[Saved entries]
▽

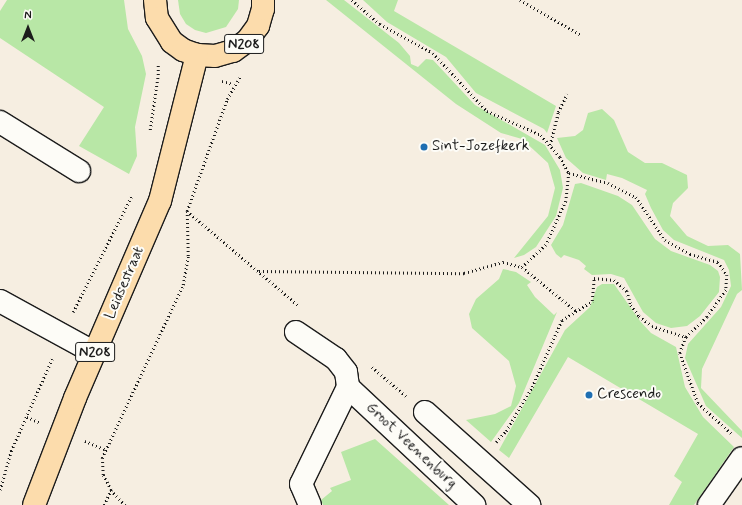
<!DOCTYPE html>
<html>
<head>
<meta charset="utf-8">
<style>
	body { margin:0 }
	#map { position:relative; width:742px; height:505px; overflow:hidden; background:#f6eee1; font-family:Mynerve,sans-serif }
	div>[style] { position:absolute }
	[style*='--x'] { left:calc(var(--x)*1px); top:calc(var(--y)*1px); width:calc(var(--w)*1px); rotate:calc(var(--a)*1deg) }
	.green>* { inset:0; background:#b8e7a6 }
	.path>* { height:2.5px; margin-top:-1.25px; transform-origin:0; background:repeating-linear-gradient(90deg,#1c1c1c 0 1px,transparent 0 4px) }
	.roads { filter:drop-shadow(1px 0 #1c1c1c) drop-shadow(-1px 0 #1c1c1c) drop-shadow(0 1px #1c1c1c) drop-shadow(0 -1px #1c1c1c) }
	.minor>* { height:22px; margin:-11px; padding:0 11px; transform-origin:11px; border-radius:11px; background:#fdfcf7 }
	.major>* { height:22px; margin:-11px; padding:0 11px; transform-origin:11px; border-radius:11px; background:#fcdcac }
	.dots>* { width:11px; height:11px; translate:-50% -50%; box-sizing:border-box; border:2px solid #fdfcf7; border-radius:50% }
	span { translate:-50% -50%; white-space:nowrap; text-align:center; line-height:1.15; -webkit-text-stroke:4px #fdfcf7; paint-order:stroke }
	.shield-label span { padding:1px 3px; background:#fdfcf7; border:1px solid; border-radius:3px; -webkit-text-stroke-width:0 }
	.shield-label { font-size:14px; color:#1c1c1c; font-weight:700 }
	.poi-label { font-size:15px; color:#1c1c1c }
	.left { translate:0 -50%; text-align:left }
	.street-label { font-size:15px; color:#1c1c1c }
	.north { position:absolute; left:8px; top:8px; width:40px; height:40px; -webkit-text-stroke:3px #fdfcf7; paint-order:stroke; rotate:0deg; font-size:11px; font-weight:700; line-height:16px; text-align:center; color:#1c1c1c }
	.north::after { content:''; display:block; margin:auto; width:14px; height:18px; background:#1c1c1c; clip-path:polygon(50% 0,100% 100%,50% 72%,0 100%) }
</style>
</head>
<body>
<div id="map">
	<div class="green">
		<i style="clip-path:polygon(7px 0,124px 0,128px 29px,142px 56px,146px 74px,135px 127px,137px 156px,129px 174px,79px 146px,104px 107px,0 38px,0 11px)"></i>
		<i style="clip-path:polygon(178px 0,239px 0,238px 9px,226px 27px,206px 33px,195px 30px,186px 24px,180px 14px)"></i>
		<i style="clip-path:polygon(326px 0,344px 0,399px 43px,410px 56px,411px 64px,418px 67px,426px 59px,433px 60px,475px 105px,545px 145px,560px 170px,563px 188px,556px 216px,536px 247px,524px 255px,514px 258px,548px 216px,555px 188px,548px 163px,522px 139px,501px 133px,456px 104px)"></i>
		<i style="clip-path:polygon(363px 0,398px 0,394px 11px,556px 106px,547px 133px,544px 129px,476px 93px,446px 57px,387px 22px)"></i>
		<i style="clip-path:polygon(602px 109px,614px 120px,628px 152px,645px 163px,662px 163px,687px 175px,688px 188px,673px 203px,670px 216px,687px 236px,708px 246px,728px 245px,740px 254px,742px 290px,737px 294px,702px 369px,701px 388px,742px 431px,742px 438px,706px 406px,685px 358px,688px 344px,721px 307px,731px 286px,729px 270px,724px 260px,674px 240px,663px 230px,651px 208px,645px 194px,647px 190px,622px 178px,607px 174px,606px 180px,583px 173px,566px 158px,557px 138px,575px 136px,583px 130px,588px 113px)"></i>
		<i style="clip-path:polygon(581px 183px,618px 196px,632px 205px,655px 239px,671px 251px,710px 265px,718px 271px,720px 277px,719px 292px,700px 316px,687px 326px,671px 328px,656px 323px,643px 312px,624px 278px,611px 274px,592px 275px,584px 269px,586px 266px,579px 260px,564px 255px,561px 258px,556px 254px,551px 245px,563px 225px,575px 184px)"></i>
		<i style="clip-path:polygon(503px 269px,516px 272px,531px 282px,527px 285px,535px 297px,554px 315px,557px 312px,519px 403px,491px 442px,466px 420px,495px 414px,511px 406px,516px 386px,509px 361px,472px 328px,469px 314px,476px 299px,499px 279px)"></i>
		<i style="clip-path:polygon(602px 284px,614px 284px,640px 321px,651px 333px,676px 347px,685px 387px,703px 417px,734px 447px,694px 505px,669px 505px,682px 482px,674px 476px,698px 434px,568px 357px,509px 458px,499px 450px,565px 330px,590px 307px,597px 287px)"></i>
		<i style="clip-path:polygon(375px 439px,449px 505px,323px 505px,321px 500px,332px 491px,330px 488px,351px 480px,341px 452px)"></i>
	</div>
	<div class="path">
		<i style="--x:352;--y:0;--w:37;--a:41"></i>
		<i style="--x:380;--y:24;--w:60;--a:28.7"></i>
		<i style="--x:433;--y:53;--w:79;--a:47"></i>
		<i style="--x:487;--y:111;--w:59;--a:24"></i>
		<i style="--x:541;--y:135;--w:29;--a:49"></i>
		<i style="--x:560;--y:157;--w:18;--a:61"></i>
		<i style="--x:569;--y:173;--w:28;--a:96"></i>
		<i style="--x:566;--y:201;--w:48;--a:114.4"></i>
		<i style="--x:546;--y:245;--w:33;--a:137"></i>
		<i style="--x:520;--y:0;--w:70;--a:29.8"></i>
		<i style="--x:222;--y:81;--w:11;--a:15"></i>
		<i style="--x:150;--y:130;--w:56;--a:-81.7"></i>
		<i style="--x:158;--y:75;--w:11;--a:-90"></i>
		<i style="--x:550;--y:145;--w:34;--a:-76"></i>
		<i style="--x:558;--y:112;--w:20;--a:-63"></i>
		<i style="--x:569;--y:173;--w:40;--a:14.4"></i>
		<i style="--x:608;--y:183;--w:31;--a:27"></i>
		<i style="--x:636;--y:197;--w:52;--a:56"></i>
		<i style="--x:665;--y:240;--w:29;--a:29"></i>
		<i style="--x:690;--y:254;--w:29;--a:16"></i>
		<i style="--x:718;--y:262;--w:16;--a:55"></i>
		<i style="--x:727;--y:275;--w:15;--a:94"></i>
		<i style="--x:726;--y:290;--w:33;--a:125"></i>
		<i style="--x:707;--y:317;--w:29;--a:136"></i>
		<i style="--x:187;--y:211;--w:147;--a:40.3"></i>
		<i style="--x:259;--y:271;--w:205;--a:0.6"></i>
		<i style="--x:464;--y:273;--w:41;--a:-15.8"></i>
		<i style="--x:503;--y:262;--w:20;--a:15"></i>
		<i style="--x:522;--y:267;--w:70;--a:39.2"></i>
		<i style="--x:73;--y:312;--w:131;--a:-63.2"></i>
		<i style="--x:372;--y:367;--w:45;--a:40.5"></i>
		<i style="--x:27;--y:417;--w:13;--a:23"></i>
		<i style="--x:85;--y:441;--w:23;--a:23"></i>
		<i style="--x:496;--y:442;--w:15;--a:-48"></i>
		<i style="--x:506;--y:431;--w:51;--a:-59.4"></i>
		<i style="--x:532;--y:387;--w:73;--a:-65.9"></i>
		<i style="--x:562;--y:320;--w:36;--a:-32"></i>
		<i style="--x:592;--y:301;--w:23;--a:-85"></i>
		<i style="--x:594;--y:278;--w:20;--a:6"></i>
		<i style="--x:614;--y:280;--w:17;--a:40"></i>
		<i style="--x:627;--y:291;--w:15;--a:74"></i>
		<i style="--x:631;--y:305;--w:14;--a:54"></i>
		<i style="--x:639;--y:316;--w:16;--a:38"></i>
		<i style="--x:652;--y:326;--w:36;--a:18"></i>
		<i style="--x:686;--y:337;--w:17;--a:111"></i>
		<i style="--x:680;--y:353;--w:53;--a:70.2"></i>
		<i style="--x:698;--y:403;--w:46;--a:42.4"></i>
		<i style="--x:0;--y:490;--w:41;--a:-74.2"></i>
		<i style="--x:11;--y:451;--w:101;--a:-66"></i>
		<i style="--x:111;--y:490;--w:21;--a:47"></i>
		<i style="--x:104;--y:505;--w:17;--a:-65"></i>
		<i style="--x:111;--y:490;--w:17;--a:-118"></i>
		<i style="--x:103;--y:475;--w:17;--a:-93"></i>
		<i style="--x:102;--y:458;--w:191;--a:-64.9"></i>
		<i style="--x:183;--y:285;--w:29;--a:-80"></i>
		<i style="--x:188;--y:256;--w:45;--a:-91.3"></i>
		<i style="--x:187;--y:211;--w:119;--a:-70.3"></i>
		<i style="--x:227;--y:99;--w:26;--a:-59"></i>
	</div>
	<div class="roads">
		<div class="minor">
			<i style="--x:0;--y:122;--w:93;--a:31.8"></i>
			<i style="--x:0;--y:301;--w:108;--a:28.7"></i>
			<i style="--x:296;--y:332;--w:48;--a:34"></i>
			<i style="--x:336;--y:359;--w:16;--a:52"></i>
			<i style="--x:346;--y:372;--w:15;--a:82"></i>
			<i style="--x:425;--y:412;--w:140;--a:41.8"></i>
			<i style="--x:310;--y:505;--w:23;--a:-113"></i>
			<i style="--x:301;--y:484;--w:108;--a:-64.1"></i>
			<i style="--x:348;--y:387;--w:173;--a:43.1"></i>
			<i style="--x:709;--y:505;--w:57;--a:-54.9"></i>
		</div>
		<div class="major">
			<i style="--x:155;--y:0;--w:18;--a:84"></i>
			<i style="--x:157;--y:18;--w:28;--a:58"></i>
			<i style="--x:172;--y:42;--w:14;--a:36"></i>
			<i style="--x:183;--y:50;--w:15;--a:20"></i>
			<i style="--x:197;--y:55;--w:18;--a:3"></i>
			<i style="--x:215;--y:56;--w:19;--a:-16"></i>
			<i style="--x:233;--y:51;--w:17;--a:-36"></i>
			<i style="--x:247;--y:41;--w:19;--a:-54"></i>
			<i style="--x:258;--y:26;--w:18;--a:-74"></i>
			<i style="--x:263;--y:9;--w:9;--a:-90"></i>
			<i style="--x:34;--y:505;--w:115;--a:-69"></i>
			<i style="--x:75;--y:398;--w:215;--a:-66.7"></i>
			<i style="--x:160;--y:201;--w:151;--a:-75.8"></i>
		</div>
	</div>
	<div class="dots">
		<i style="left:424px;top:147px;background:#1f6fb2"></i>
		<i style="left:589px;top:395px;background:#1f6fb2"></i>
	</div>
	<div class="shield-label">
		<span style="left:244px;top:44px">N208</span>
		<span style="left:95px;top:352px">N208</span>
	</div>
	<div class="poi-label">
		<span class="left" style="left:432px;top:147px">Sint-Jozefkerk</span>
		<span class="left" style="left:597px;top:395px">Crescendo</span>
	</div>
	<div class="street-label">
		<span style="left:125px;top:283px;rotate:-67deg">Leidsestraat</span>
		<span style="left:411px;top:446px;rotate:43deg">Groot Veenenburg</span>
	</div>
	<div class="north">N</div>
</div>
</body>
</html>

△

Determine the number of lines in the preceding data that contain the word "roads". Reply with that number only.

2